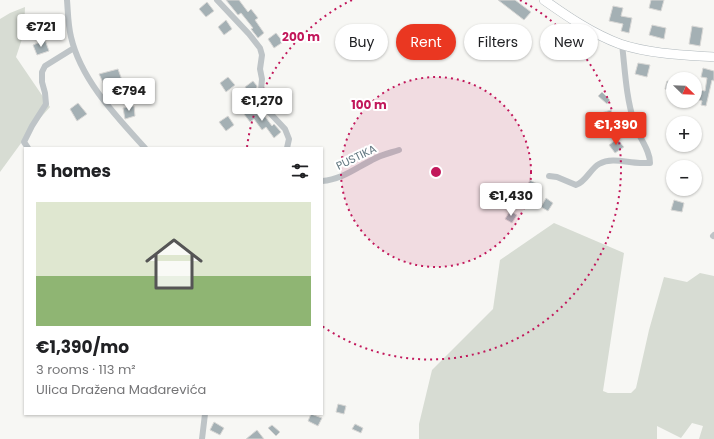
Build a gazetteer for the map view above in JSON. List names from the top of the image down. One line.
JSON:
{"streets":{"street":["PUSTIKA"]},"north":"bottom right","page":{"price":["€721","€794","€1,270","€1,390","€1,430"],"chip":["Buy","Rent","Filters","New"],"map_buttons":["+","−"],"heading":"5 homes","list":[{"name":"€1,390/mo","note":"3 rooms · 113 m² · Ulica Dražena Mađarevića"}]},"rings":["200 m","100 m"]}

------------------------------------------------------------------------

Could you print the data exactly as it appears and keep the pictures out?

Written reply.
Build a gazetteer for the map view above in JSON. List names from the top of the image down. One line.
JSON:
{"streets":{"street":["PUSTIKA"]},"north":"bottom right","page":{"price":["€721","€794","€1,270","€1,390","€1,430"],"chip":["Buy","Rent","Filters","New"],"map_buttons":["+","−"],"heading":"5 homes","list":[{"name":"€1,390/mo","note":"3 rooms · 113 m² · Ulica Dražena Mađarevića"}]},"rings":["200 m","100 m"]}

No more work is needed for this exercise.